Your output should repeat the entries below exactly. It should contain no images.
===== AVAILABLE DATA =====
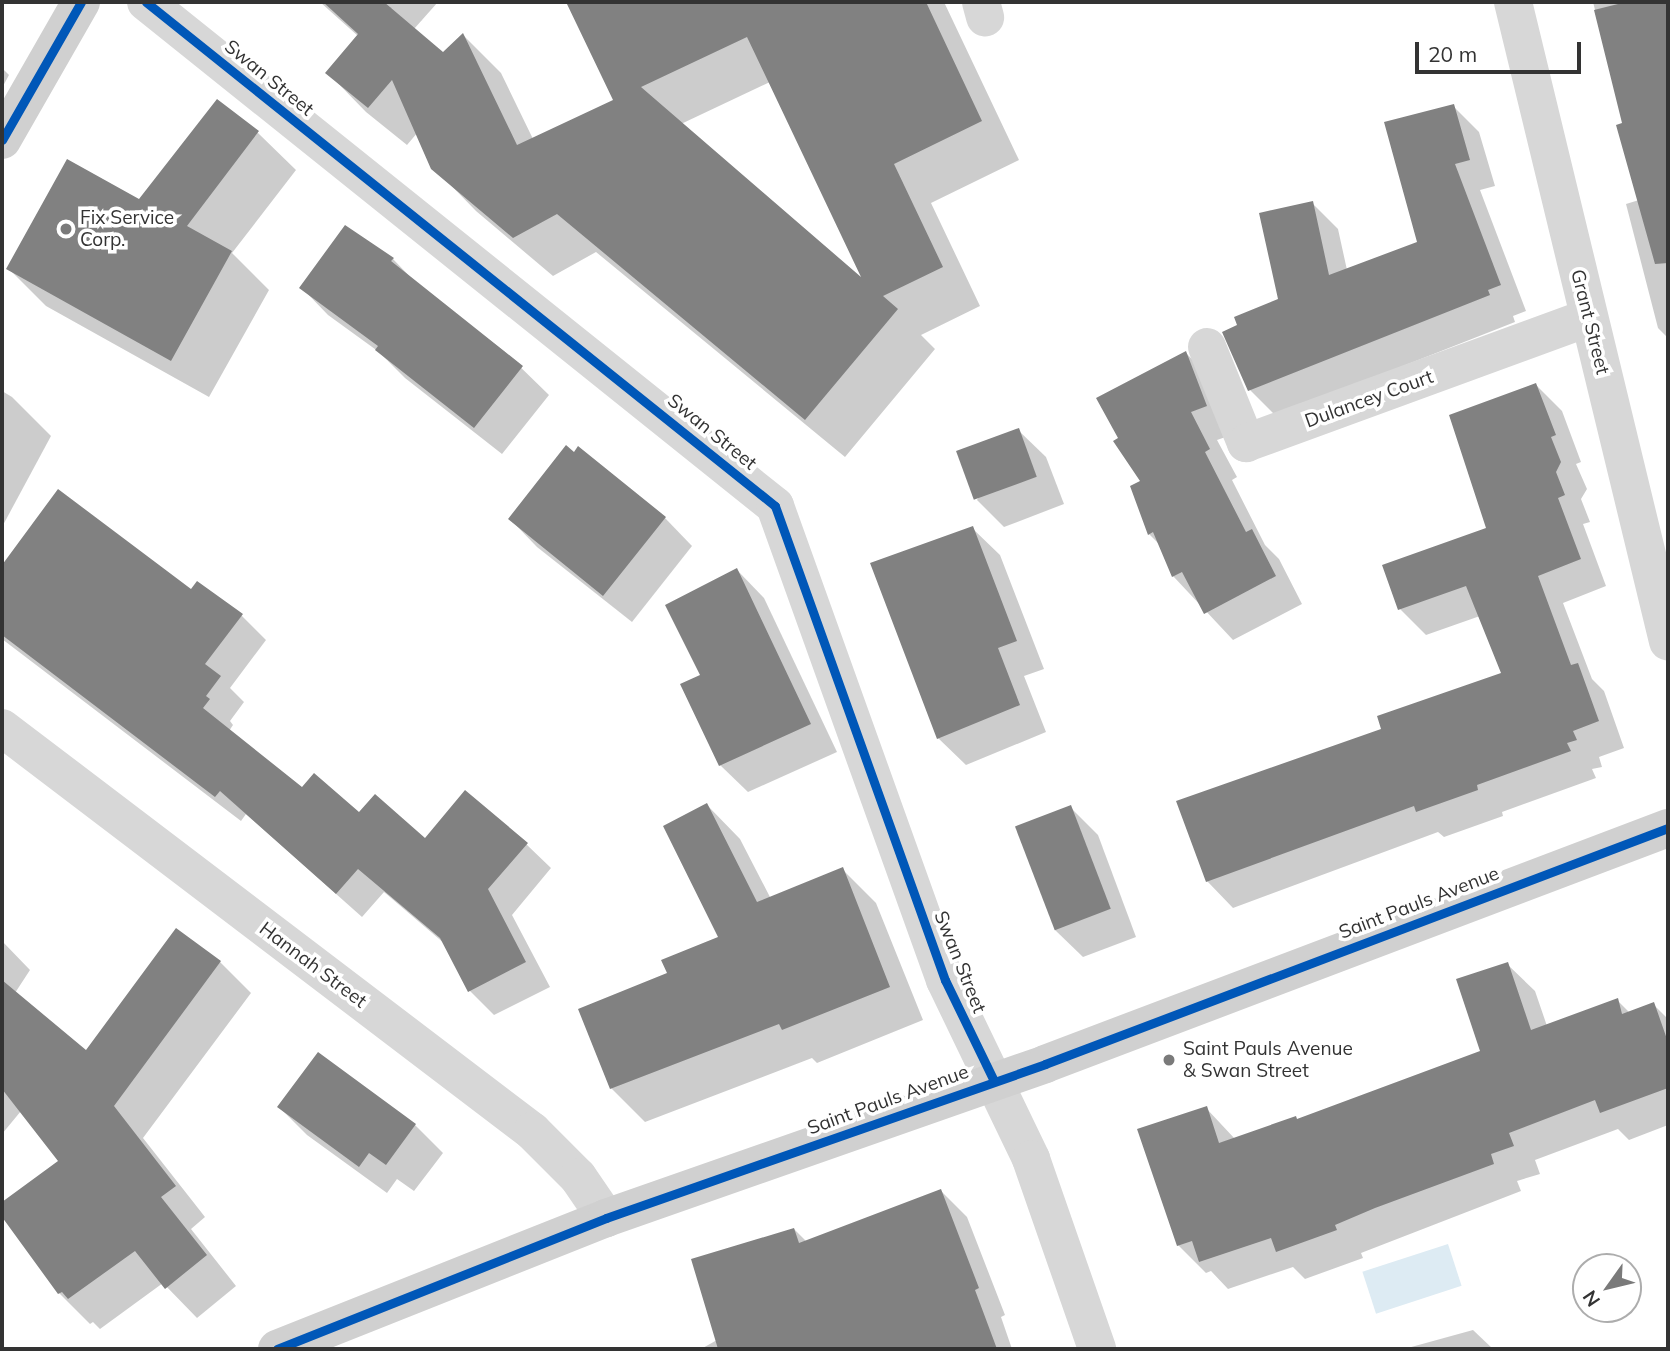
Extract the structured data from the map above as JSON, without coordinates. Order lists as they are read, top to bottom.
{
  "streets": {
    "main road": ["Saint Pauls Avenue"],
    "street": [
      "Swan Street",
      "Grant Street",
      "Dulancey Court",
      "Hannah Street"
    ]
  },
  "crossings": [
    ["Swan Street", "Saint Pauls Avenue"],
    ["Grant Street", "Dulancey Court"],
    ["Saint Pauls Avenue", "Hannah Street"]
  ],
  "places": ["Fix Service Corp.", "Saint Pauls Avenue & Swan Street"],
  "scale_bar": "20 m",
  "north": "bottom left"
}
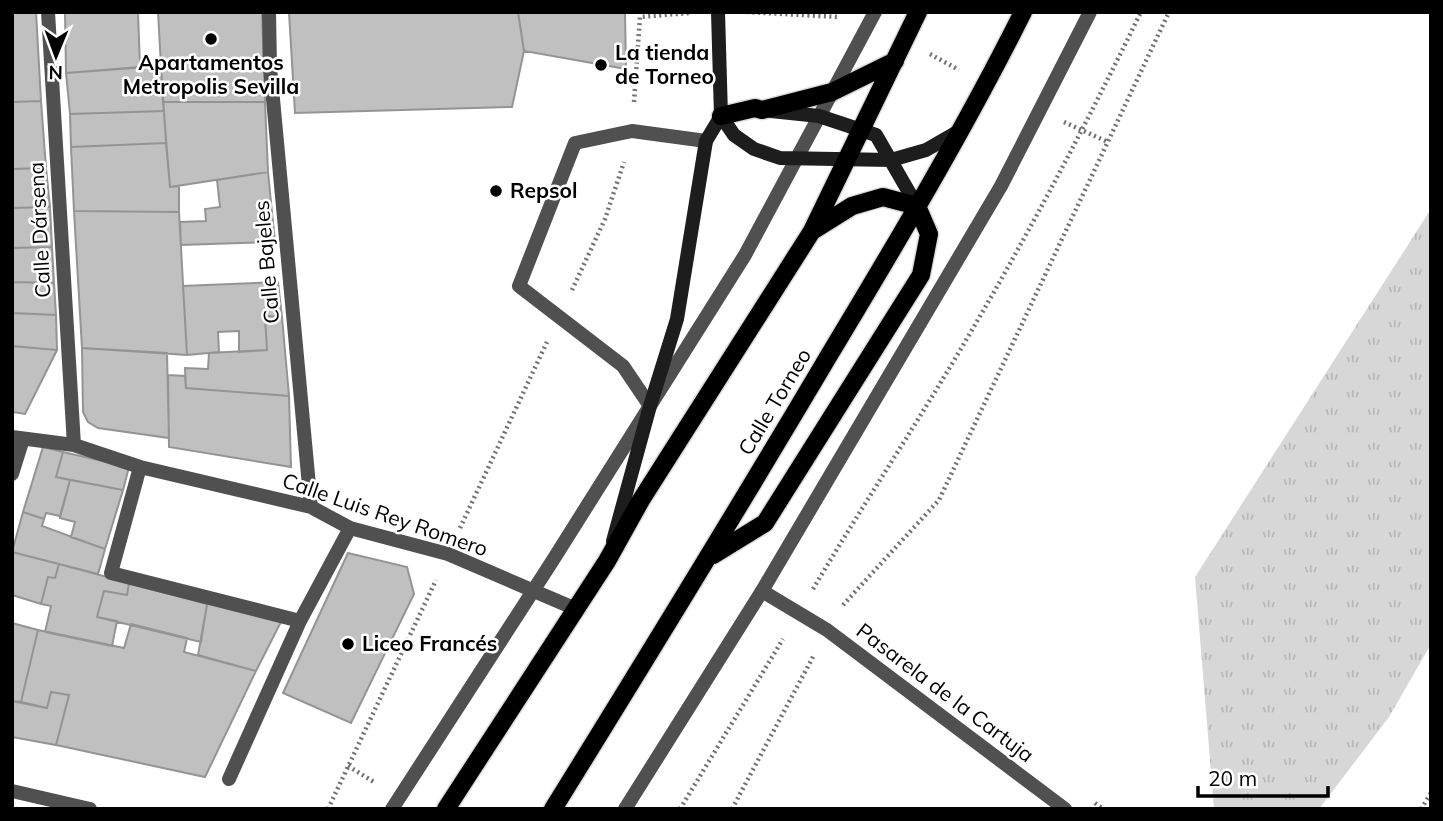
=====
● YOUR SOLUTION
Extract the structured data from the map above as JSON, without coordinates. Order lists as they are read, top to bottom.
{
  "streets": {
    "main road": ["Saint Pauls Avenue"],
    "street": [
      "Swan Street",
      "Grant Street",
      "Dulancey Court",
      "Hannah Street"
    ]
  },
  "crossings": [
    ["Swan Street", "Saint Pauls Avenue"],
    ["Grant Street", "Dulancey Court"],
    ["Saint Pauls Avenue", "Hannah Street"]
  ],
  "places": ["Fix Service Corp.", "Saint Pauls Avenue & Swan Street"],
  "scale_bar": "20 m",
  "north": "bottom left"
}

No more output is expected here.